◆ **What to work on**: Write out the data that follows exactly, keeping every picture out.

◆ **Supplied material**:

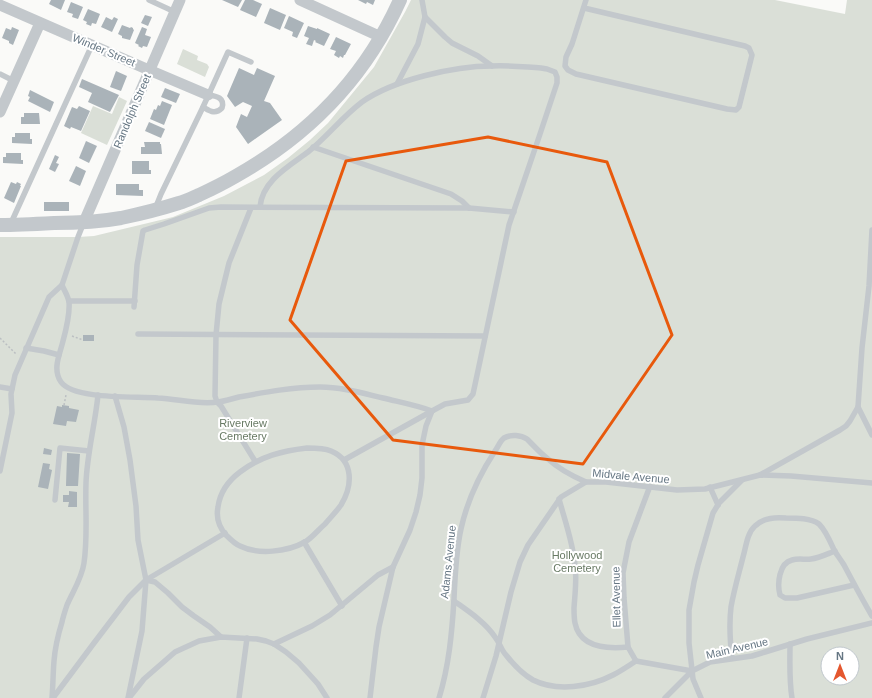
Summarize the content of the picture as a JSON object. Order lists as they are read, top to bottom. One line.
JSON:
{"streets":{"street":["Winder Street","Randolph Street"],"lane":["Midvale Avenue","Adams Avenue","Ellet Avenue","Main Avenue"]},"crossings":[["Winder Street","Randolph Street"],["Midvale Avenue","Adams Avenue"],["Midvale Avenue","Ellet Avenue"]],"parks":["Riverview Cemetery","Hollywood Cemetery"],"north":"top"}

◆ **Solution to this task**:
Summarize the content of the picture as a JSON object. Order lists as they are read, top to bottom. One line.
JSON:
{"streets":{"street":["Winder Street","Randolph Street"],"lane":["Midvale Avenue","Adams Avenue","Ellet Avenue","Main Avenue"]},"crossings":[["Winder Street","Randolph Street"],["Midvale Avenue","Adams Avenue"],["Midvale Avenue","Ellet Avenue"]],"parks":["Riverview Cemetery","Hollywood Cemetery"],"north":"top"}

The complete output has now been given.